To be honest I'm a bit lost in this one. So should I have something like $\displaystyle \sum ^ \infty _{x=1}\frac {x}{2^x }$?

2. ## Re: Evalute an integral with a weird measure.

Let $\displaystyle \mu$ be a measure on the set of natural numbers.

And define $\displaystyle \mu ( \{ n, n+1, ... \} ) = \frac {n}{2^n}$ for $\displaystyle n \in \mathbb {N}$
Taking $\displaystyle n=0$ we get that $\displaystyle \mu(\mathbb N)=0$:maybe there is a typo.

3. ## Re: Evalute an integral with a weird measure.

Sorry, n should be equal to 1, 2, 3, ... I changed it in the original post.

4. ## Re: Evalute an integral with a weird measure.

Ok. Hint: write the integral as $\displaystyle \sum_{n=1}^{+\infty}\int_{\{n\}}xd\mu(x)$ (use monotone convergence theorem) and you are almost done. Compute the measure of $\displaystyle \{n\}$ for $\displaystyle n\geq 1$.

5. ## Re: Evalute an integral with a weird measure.

So would I have $\displaystyle \sum ^ \infty _{n=1} x \frac {n}{2^n}$?

6. ## Re: Evalute an integral with a weird measure.

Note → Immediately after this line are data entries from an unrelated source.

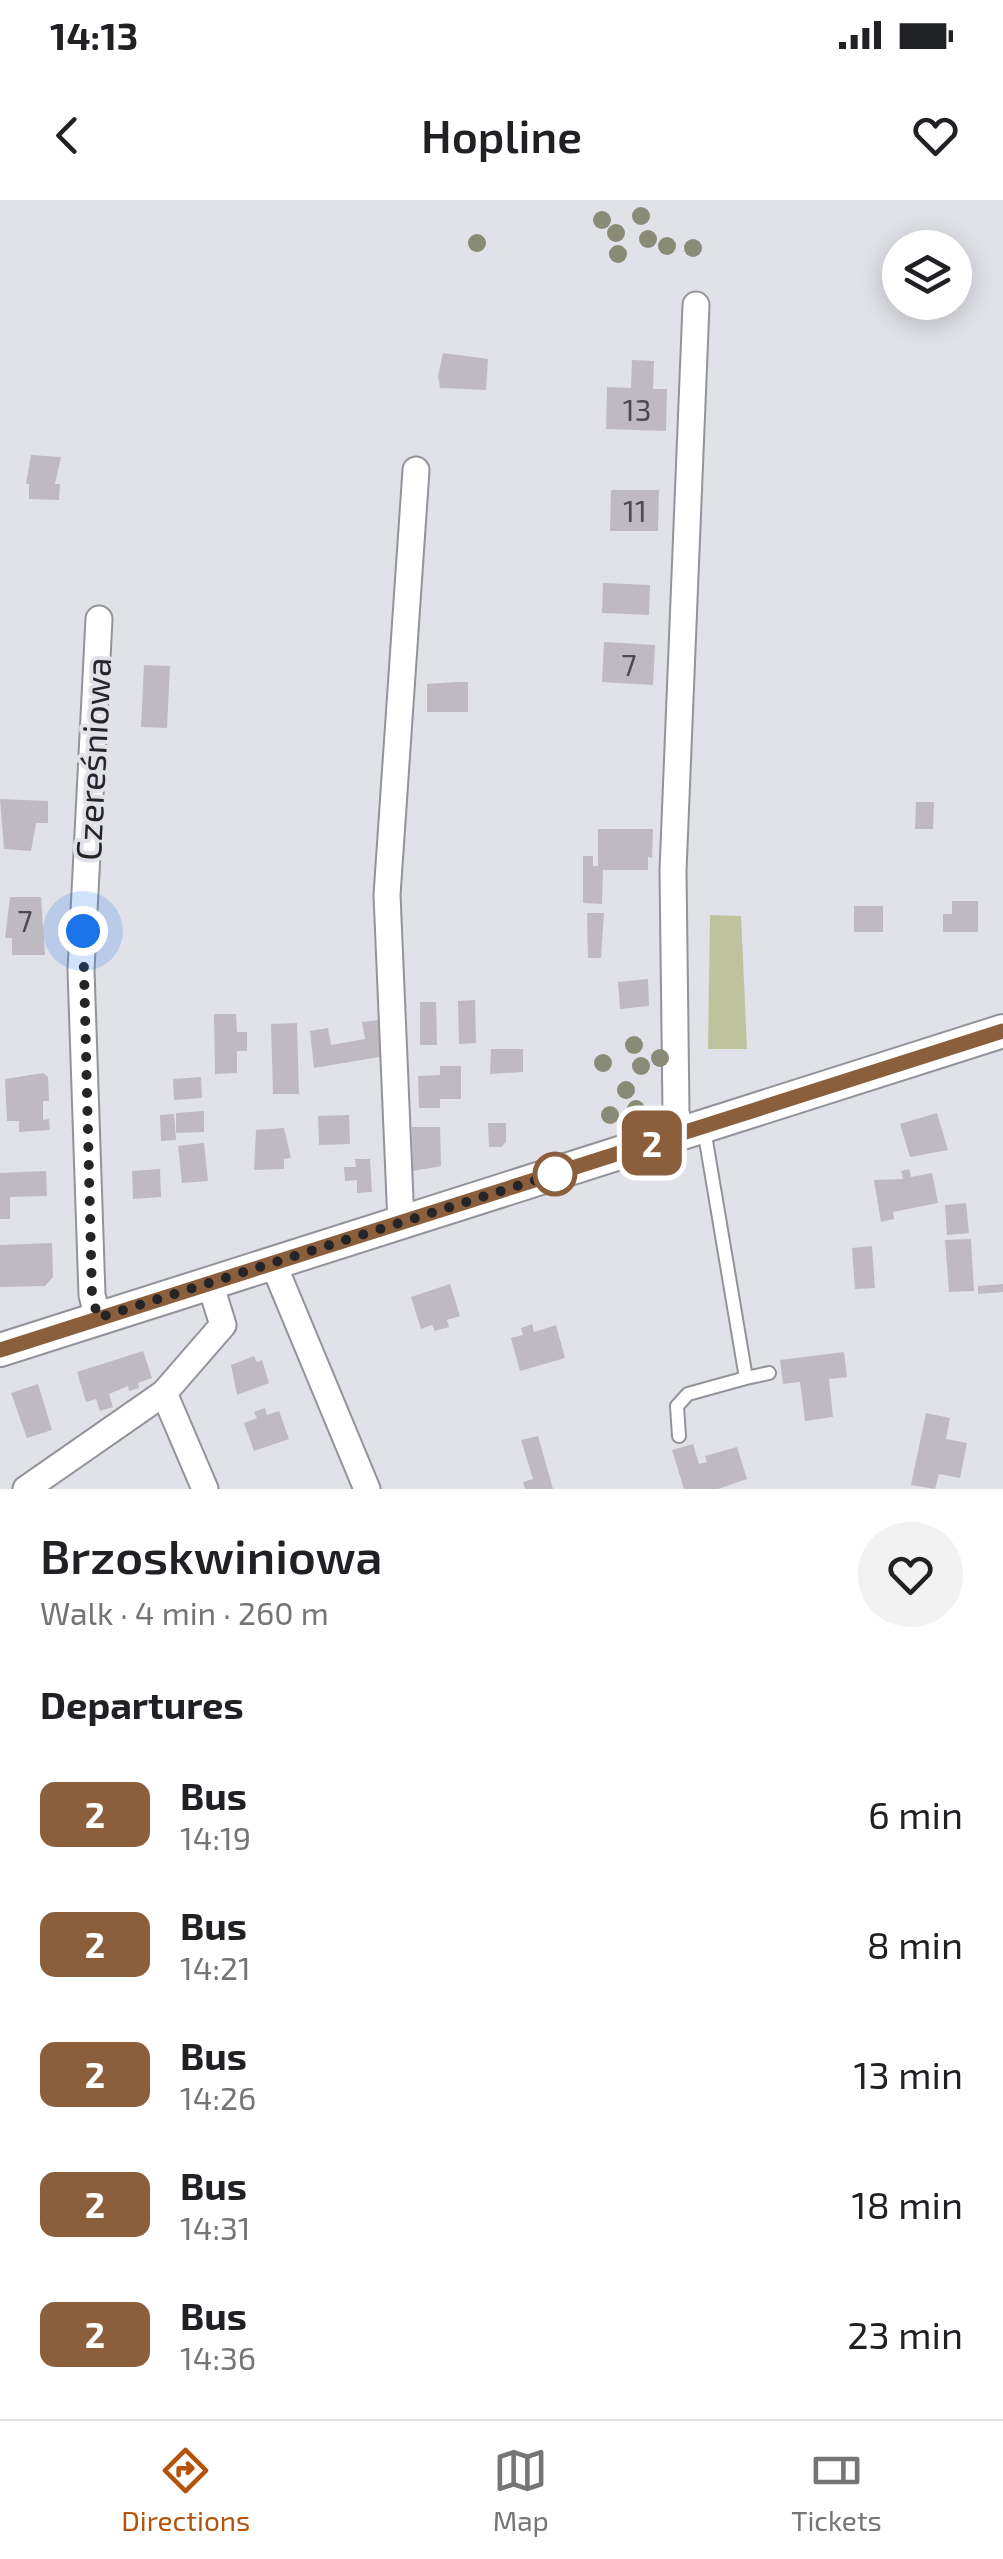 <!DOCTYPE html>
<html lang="en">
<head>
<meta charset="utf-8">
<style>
	body { margin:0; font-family:"Exo 2",sans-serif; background:#f2f2f2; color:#202124; height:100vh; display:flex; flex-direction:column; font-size:38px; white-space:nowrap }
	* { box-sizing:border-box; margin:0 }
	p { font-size:32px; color:#757577 }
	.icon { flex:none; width:55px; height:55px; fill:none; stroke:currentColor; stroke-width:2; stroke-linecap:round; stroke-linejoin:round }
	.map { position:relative; height:1289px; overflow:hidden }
	.panel { display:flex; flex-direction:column; background:#fff; flex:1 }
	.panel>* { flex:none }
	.badge { padding:0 20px; border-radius:15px; font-size:35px; line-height:65px }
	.buttons { position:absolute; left:882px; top:30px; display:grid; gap:20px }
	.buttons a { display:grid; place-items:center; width:90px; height:90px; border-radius:50%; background:#fff; box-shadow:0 5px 25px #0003; font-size:50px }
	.you { position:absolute; width:50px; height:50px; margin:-25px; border:8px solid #fff; border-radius:50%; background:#1a73e8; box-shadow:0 0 0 15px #1a73e833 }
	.map>.badge { position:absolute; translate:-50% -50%; box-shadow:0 0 0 5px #fff }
	h2 { padding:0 40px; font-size:38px; line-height:90px }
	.round { display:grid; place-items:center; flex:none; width:105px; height:105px; border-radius:52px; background:#f2f2f2 }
	.headline { display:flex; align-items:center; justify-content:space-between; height:170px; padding:0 40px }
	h1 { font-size:48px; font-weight:600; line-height:75px }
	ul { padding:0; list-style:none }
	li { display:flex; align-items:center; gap:30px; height:130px; padding:0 40px }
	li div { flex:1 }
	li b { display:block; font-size:38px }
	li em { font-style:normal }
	li .badge { min-width:110px; font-weight:700; text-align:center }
	.status { display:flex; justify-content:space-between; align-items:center; height:70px; padding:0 50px; background:#fff; direction:ltr }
	.status svg { height:28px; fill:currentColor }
	header { display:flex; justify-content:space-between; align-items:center; height:130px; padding:0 40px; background:#fff; font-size:45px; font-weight:600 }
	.tab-bar { display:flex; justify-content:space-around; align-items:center; height:140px; border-top:2px solid #e0e0e0; background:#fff; font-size:28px; color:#757577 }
	.tab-bar a { display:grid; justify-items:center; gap:5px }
	.tab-bar .current { color:#b45309 }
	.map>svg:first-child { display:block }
	.green { fill:#bfc39d }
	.building { fill:#bfbac1 }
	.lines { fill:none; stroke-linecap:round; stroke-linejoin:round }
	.service-casing { stroke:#93939a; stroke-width:16 }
	.minor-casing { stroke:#93939a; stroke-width:29 }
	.tertiary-casing { stroke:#93939a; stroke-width:36 }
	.service { stroke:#fff; stroke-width:12 }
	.minor { stroke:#fff; stroke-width:25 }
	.tertiary { stroke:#fff; stroke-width:32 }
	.tree { fill:#8a8b76 }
	.line-casing { stroke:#fff; stroke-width:22 }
	.line { stroke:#8b5e3c; stroke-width:15 }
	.walk { stroke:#252528; stroke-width:10; stroke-dasharray:0 18 }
	.stop-dot { fill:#fff; stroke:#8b5e3c; stroke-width:5 }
	.labels { text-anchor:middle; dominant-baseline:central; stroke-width:8; stroke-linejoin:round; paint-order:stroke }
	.number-label { font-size:30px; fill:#4c4a4e }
	.street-label { font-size:35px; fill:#252528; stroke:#e1e1e9 }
</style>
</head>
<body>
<div class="status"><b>14:13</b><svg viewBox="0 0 49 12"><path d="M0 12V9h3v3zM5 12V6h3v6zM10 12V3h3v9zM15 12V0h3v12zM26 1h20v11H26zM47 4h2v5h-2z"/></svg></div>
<header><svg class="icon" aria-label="back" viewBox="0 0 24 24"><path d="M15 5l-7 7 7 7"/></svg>Hopline<svg class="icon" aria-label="heart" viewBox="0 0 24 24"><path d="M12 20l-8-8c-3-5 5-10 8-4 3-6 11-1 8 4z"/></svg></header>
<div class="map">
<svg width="1003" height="1289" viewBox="0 0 1003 1289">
	<rect width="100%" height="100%" fill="#e1e1e9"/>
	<path class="green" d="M710,715L741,716L747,849H708Z"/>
	<path class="building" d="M443,153L488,159L486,190L440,188L438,176Z
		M632,160L654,161L653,189H667L666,231L606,229L607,187L631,188Z
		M31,255L61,257L55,284H60L59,300L29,299V284H26Z
		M611,290H659L658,331H610Z
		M603,383L650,385L649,415L602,413Z
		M604,442L655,445L653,485L602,482Z
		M144,465L170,466L167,528L141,527Z
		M455,482H468V512H427V484Z
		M0,599L48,601V623H36L31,651L4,649Z
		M916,602H934L933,629H915Z
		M598,629H653L652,658L648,657V670H603L602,704L583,703V656H593V666H598Z
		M10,697H41L45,755H12V738H5Z
		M952,701H978V732H943V714H952Z
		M854,706H883V732H854Z
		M587,713H604L601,758H588Z
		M648,779L649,806L620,809L618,782Z
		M475,800L476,843L459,844L458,801Z
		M420,802H436L437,845H420Z
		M214,814H236L237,832H247V851H237V873L215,874Z
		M379,820L385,856L314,868L310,831L328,828L331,845L365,839L362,822Z
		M297,823L299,894H273L271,824Z
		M491,849H523V872L490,874Z
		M440,866H461V899H440V908H419L418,876L440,875Z
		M43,873L48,877L49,901H43V920L49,919L50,930L19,932V921H7L5,879Z
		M201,877L202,898L174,900L173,879Z
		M204,911V932L176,933V913Z
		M937,913L948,950L910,957L900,924Z
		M174,914L176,940L161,941L160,915Z
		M349,915L350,944L319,945L318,916Z
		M488,923H506V942L501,947H489Z
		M412,927H440L441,966L413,971Z
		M284,928L291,958L284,959V969L254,970L256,930Z
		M204,943L208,981L182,983L178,946Z
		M355,959H370L372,992L357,993V980L345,981L344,967H356Z
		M160,969L161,997L133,999L132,971Z
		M909,969L911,977L932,973L938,1003L893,1012L894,1019L881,1022L874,980L903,979L901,971Z
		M46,971L47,996L10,997V1019H0V973Z
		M966,1003L969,1033L947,1035L945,1005Z
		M971,1039L974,1091L949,1092L945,1040Z
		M52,1043L53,1077L45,1086L0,1087V1045Z
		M872,1046L875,1088L855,1089L852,1048Z
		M450,1084L460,1116L447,1120L449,1127L435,1131L432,1125L421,1129L411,1097Z
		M1003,1084V1092L978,1094V1086Z
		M532,1124L534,1132L556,1125L565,1158L520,1171L511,1138L523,1135L521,1128Z
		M143,1151L152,1178L138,1183L139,1188L129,1191L128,1186L109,1194L113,1207L100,1211L96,1199L86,1202L77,1172Z
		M844,1152L847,1177L829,1179L833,1217L805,1221L800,1182L783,1184L780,1160Z
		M254,1156L257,1162L262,1160L269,1183L237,1195L231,1165Z
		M38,1184L52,1230L27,1238L11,1193Z
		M265,1208L267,1215L279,1211L289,1239L254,1251L244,1223L257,1218L254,1212Z
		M926,1213L950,1218L946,1239L967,1243L960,1278L939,1274L935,1289L911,1285Z
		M538,1236L553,1289H525L523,1282L533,1279L521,1240Z
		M693,1244L699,1264L707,1262L705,1256L737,1247L747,1279L718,1289H684L672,1250Z"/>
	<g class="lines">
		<g class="service-casing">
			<path id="service" d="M746,1178L769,1173
				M679,1236L677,1206L688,1194L746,1178L704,929"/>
		</g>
		<g class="minor-casing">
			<path id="minor" d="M681,934L676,912L673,671L696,105
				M401,1023L387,695L416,270
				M273,1063L367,1289
				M98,1118L92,1095L81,770L99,419
				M164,1193L205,1289
				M26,1289L164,1193L223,1125L210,1083"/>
		</g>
		<g class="tertiary-casing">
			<path id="tertiary" d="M0,1150L1003,831"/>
		</g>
		<use href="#service" class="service"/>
		<use href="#minor" class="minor"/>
		<use href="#tertiary" class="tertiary"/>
	</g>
	<g class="tree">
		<circle cx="641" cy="16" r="9"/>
		<circle cx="602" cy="20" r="9"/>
		<circle cx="616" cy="33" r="9"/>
		<circle cx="648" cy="39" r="9"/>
		<circle cx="477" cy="43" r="9"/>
		<circle cx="667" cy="46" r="9"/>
		<circle cx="693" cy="48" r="9"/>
		<circle cx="618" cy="54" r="9"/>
		<circle cx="634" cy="845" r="9"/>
		<circle cx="660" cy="858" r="9"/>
		<circle cx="603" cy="863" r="9"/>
		<circle cx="641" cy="866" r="9"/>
		<circle cx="626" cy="890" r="9"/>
		<circle cx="636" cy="909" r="9"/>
		<circle cx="610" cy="915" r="9"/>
	</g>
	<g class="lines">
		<g class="line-casing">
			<path id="line" d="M0,1150L1003,831"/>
		</g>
		<use href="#line" class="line"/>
		<path class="walk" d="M83,731L92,1095L98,1118L555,974"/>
	</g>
	<circle class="stop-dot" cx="555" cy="974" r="20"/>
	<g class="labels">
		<g class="number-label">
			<text x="637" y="209">13</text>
			<text x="635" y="310">11</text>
			<text x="629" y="464">7</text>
			<text x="25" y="720">7</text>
		</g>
		<g class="street-label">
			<text transform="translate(92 559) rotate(-87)">Czereśniowa</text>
		</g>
	</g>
</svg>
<div class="buttons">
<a><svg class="icon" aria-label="layers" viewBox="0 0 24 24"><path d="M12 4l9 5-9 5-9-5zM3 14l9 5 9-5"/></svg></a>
</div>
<div class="you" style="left:83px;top:731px"></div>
<b class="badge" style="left:652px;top:943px;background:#8b5e3c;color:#fff">2</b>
</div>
<section class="panel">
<div class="headline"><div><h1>Brzoskwiniowa</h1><p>Walk · 4 min · 260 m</p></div><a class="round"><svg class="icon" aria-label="heart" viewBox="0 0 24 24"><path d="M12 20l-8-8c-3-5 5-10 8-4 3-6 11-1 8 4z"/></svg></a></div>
<h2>Departures</h2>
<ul>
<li><span class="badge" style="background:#8b5e3c;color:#fff">2</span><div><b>Bus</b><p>14:19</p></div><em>6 min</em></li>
<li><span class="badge" style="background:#8b5e3c;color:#fff">2</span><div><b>Bus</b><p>14:21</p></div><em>8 min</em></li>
<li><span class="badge" style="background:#8b5e3c;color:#fff">2</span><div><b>Bus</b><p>14:26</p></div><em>13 min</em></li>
<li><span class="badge" style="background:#8b5e3c;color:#fff">2</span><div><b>Bus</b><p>14:31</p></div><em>18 min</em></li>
<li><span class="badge" style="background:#8b5e3c;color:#fff">2</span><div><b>Bus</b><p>14:36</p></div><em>23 min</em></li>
</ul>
</section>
<nav class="tab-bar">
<a class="current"><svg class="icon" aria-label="directions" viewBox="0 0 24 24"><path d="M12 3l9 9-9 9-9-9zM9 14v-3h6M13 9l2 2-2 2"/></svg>Directions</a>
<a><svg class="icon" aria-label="map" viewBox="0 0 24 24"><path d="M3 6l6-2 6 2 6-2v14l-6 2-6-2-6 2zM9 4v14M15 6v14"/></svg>Map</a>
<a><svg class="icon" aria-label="tickets" viewBox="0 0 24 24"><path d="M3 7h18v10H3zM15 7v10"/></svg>Tickets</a>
</nav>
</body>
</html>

So would I have $\displaystyle \sum ^ \infty _{n=1} x \frac {n}{2^n}$?
There shouldn't be any $\displaystyle x$ in the sum, since you sum over $\displaystyle n$. We have $\displaystyle \mu(\{n\})=\mu(\{n,n+1,\ldots\})-\mu(\{n+1,\ldots\})=\frac{n}{2^n}-\frac{n+1}{2^{n+1}} = \frac{2n-n-1}{2^{n+1}}$.
We have $\displaystyle \int_{\{n\}}xd\mu(x)=n\mu(\{n\})$, since on $\displaystyle \{n\}$ we must have $\displaystyle x=n$.